> This morning I declined to write a popular article about the question "Can machines think?" I told the editor that I thought the question as ill-posed and uninteresting as the question "Can submarines swim?". But the editor, being a social scientist, was unmoved: he thought the latter a very interesting question too.

http://www.cs.utexas.edu/users/EWD/ewd08xx/EWD854.PDF

So that's where that's from! A friend had a variant of this quote somewhere, he may have put it up on his bedroom wall. It took me years to understand the analogy between the two questions and what the author even meant was a problem. Maybe I have partly the brain of a social scientist. :-)
I think the quote was written as "Asking whether machines can think is as uninteresting as asking whether submarines can swim. -- E.W. Dijkstra", and I was maybe 14 when i first saw it.

I went through several zen-like interpretations before I finally realized around the age of 18 that he probably simply meant "of course they don't think, stupid, that's not what thinking is and what machines do".

The original context, a rail against anthropomorphizing technology, seems to confirm my final interpretation.
@clacke I agree the question is similar, but I disagree that it is uninteresting.

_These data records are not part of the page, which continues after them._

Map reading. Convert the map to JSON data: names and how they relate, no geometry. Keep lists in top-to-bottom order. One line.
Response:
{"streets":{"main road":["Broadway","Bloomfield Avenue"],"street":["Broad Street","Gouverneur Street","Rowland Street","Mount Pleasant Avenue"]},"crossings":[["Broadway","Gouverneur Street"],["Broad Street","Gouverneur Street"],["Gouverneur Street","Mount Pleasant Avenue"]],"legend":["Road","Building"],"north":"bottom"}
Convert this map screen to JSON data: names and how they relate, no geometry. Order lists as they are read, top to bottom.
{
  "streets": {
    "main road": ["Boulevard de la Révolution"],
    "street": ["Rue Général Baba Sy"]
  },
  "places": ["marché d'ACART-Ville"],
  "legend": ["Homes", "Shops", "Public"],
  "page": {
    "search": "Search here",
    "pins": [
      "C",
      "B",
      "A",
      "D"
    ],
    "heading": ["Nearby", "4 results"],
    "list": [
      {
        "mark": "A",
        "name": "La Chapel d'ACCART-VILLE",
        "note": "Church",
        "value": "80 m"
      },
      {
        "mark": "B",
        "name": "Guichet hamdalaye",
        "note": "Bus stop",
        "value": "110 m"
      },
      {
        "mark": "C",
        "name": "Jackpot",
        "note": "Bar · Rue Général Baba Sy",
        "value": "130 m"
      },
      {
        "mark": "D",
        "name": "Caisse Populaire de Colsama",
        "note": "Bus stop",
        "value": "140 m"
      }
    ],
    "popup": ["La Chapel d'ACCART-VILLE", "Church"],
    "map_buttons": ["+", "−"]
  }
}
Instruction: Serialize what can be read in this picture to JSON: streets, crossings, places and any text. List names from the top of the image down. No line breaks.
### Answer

Or rather, the similarity is insofar as if _machines_ can swim, or if any conceivable machine could.

The Festo machines are on the cusp of blurring that distinction, and though I don't think any computing machine is even close to the blurry edge, I wouldn't disregard the possibility of a future machine running some kind of thinking software.

It seems to me that Dijkstra suffers from a lack of vision into what programs can do, does, and the possiblities they induce, not when considered in the abstract, but when coupled with real-world in- and output. The hard, complex problems all deal with unreliable, complex and ambiguous data of some sort, and moreover involve frequent human interaction. They help (and hinder) human interaction and productivity _entirely outside the computer_.